Alice Blake was seen at Tait’s immediately after the death of Miss Rappe. She told what she knew of the facts to Detective Griffith Kennedy and in the presence of George Hyde and Les Gillen, two reporters on a morning newspaper.[13] Miss Blake knew nothing of a struggle or criminal assault in Arbuckle’s room. She said she thought Miss Rappe was intoxicated at the time and that there was nothing of a fatal nature in her illness. She said she didn’t hear Miss Rappe say Arbuckle killed or hurt her. She said all the girl cried was, “I’m dying. I’m dying; I know I’m going to die.”

Mrs. Delmont said Arbuckle and Miss Rappe were in room 1219 an hour. Alice Blake said, and has since been supported by other testimony, that she went from the Arbuckle rooms to Tait’s for a rehearsal at 2 o’clock on the day of the party; that she returned at 2:30 or 2:45, and that the party was still in progress, with all persons present.

IN ROOM TEN MINUTES

It was about 3 o’clock, ten or fifteen minutes later, that the Rappe girl was stricken. She did not leave room 1220 until after Miss Blake’s return. The best recollection of Fred Fishback who helped Miss Blake carry Miss Rappe to the cold bath, is that he returned to the hotel at 3 o’clock. The testimony of the prosecution’s witnesses allows Arbuckle only ten minutes alone in the room with the girl.

When the grand jury investigation was launched the district attorney sought to get new statements from Miss Blake and Miss Prevost. The latter had been dragged down to police headquarters by George Duffy of the district attorney’s office and an attempt was made to get a statement supporting Mrs. Delmont from her. It failed and the next day Miss Prevost was asked by Milton U’Ren to sign a new statement, prepared by U’Ren, in which Miss Rappe was alleged to have cried out In Miss Prevost’s hearing, “I’m dying; I’m dying; he killed me.”

Although Miss Rappe was conscious for three days of her illness she made no accusation, no dying statement against Arbuckle.

Having first charged Arbuckle with murder, without determining whether it had a case, the district attorney’s office now sought to make a dying statement out of what Mrs. Delmont reported, namely that Miss Rappe had charged Arbuckle with killing her. The rules of evidence demand that this statement must be made in the hearing of the defendant; so Mrs. Delmont conveniently placed Arbuckle in the room when Miss Rappe was alleged to have made the accusation and had him reply: “You’re crazy; shut up, or I’ll throw you out the window.”[14]

GIRL REFUSES

Miss Prevost was asked to swear to the same set of circumstances.

“I will not,” she replied to U’Ren. “I never heard Miss Rappe say that anybody hurt her.”

When the district attorney’s office failed to get the information it sought to elicit from Miss Prevost, it had her hauled before the grand jury.

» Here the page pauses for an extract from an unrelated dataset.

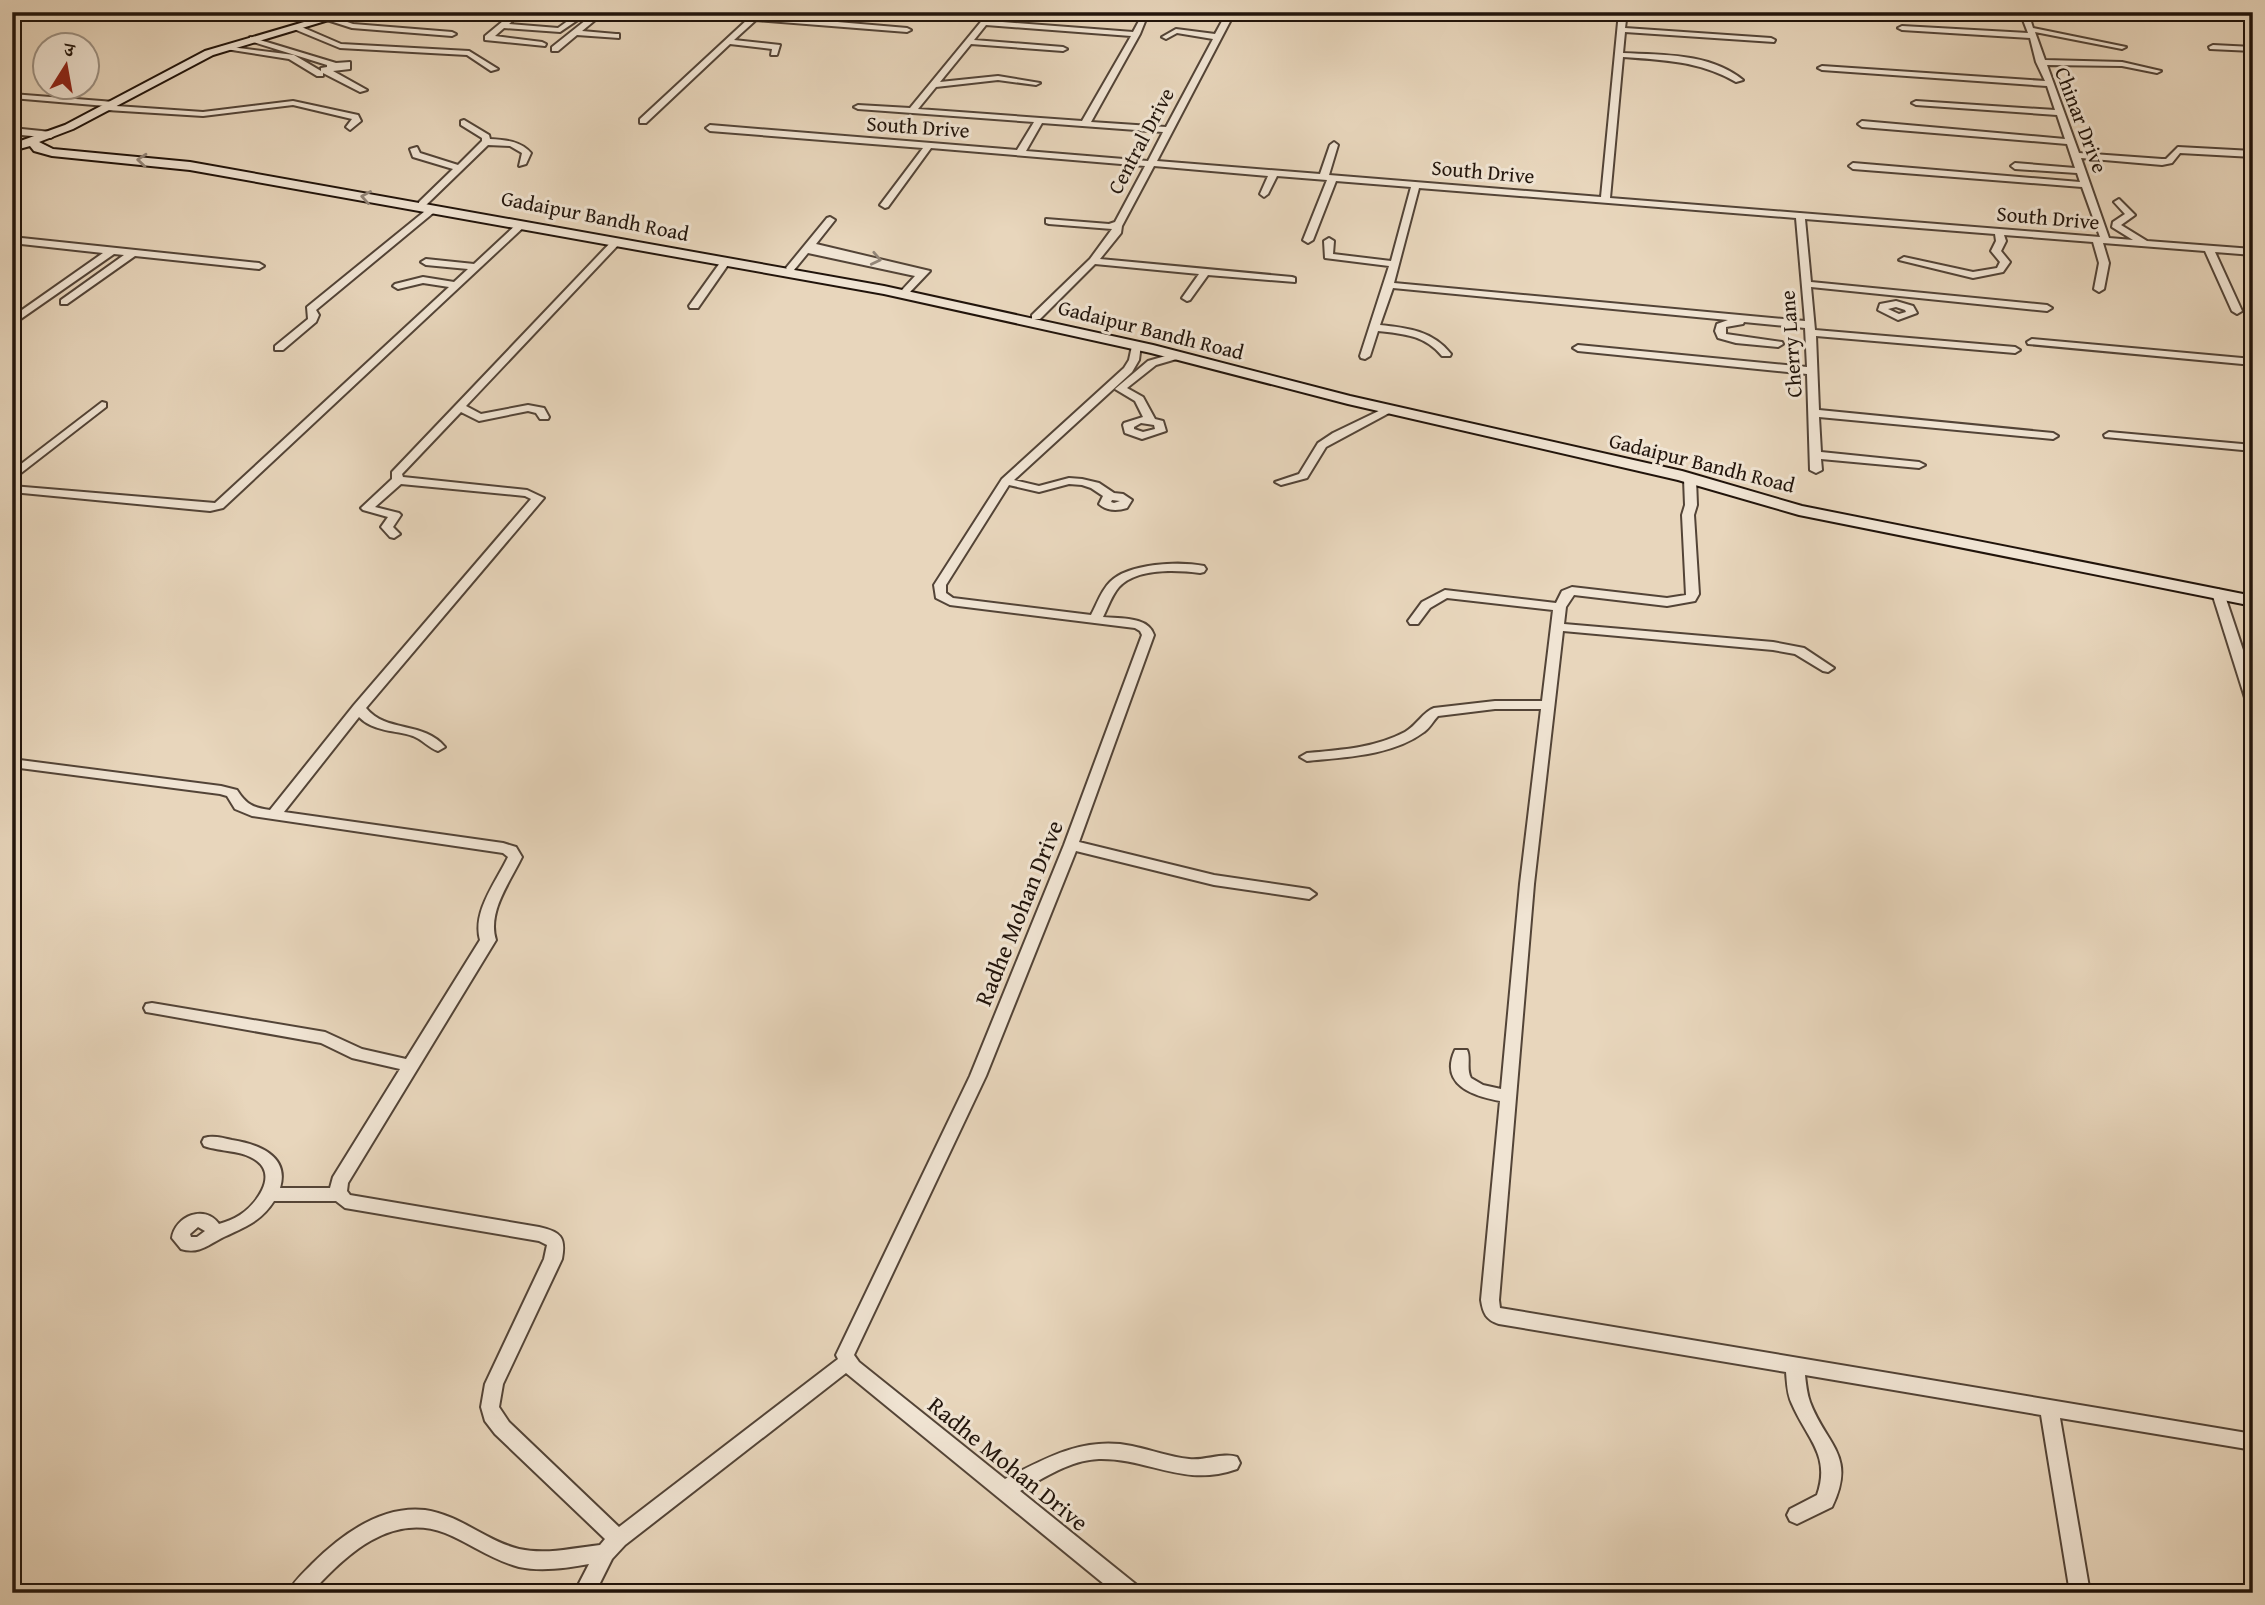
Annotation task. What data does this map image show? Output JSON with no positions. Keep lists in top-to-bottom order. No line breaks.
{"streets":{"street":["Chinar Drive","South Drive","Central Drive","Gadaipur Bandh Road","Cherry Lane","Radhe Mohan Drive"]},"crossings":[["Chinar Drive","South Drive"],["South Drive","Central Drive"],["South Drive","Cherry Lane"],["Gadaipur Bandh Road","Radhe Mohan Drive"]],"north":"top"}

It was thought that she could be broken under the continuous fire of suggestion and cross-examination. But she would not swear to the statement that Virginia Rappe had said Arbuckle killed her.

When the girl was brought back, as she now relates to the district attorney’s office, she was ready to collapse. The prosecution had harried her by asking over and over again the same question as to the Rappe girl’s accusations.

“Did you tell me, downstairs in the district attorney’s office,” U’Ren had asked “that Miss Rappe had said Arbuckle killed her? “No, I did not,“ said Miss Prevost. “I never said that Miss Rappe had made any such statement.”

Source: San Francisco Call, January 20, p. 13 (California Digital Newspaper Collection)

MOTHER THREATENED

Outside Brady’s office at 4 o’clock in the morning Miss Prevost found her mother and brother waiting for her. They had been threatened with prosecution for subornation of perjury because they warned Miss Prevost against signing any statements that she did not agree with.

“Wait until they subpoena you into court, if you don’t want to swear to those things,” the brother had advised.

Brady’s patience was exhausted by the efforts to secure the testimony of Miss Prevost and he ordered Detective Leo Bunner to take her upstairs and lock her in the city prison. Later he relented and said that if she would be at his office at 10 o’clock the next morning he would let her go home with her mother and brother.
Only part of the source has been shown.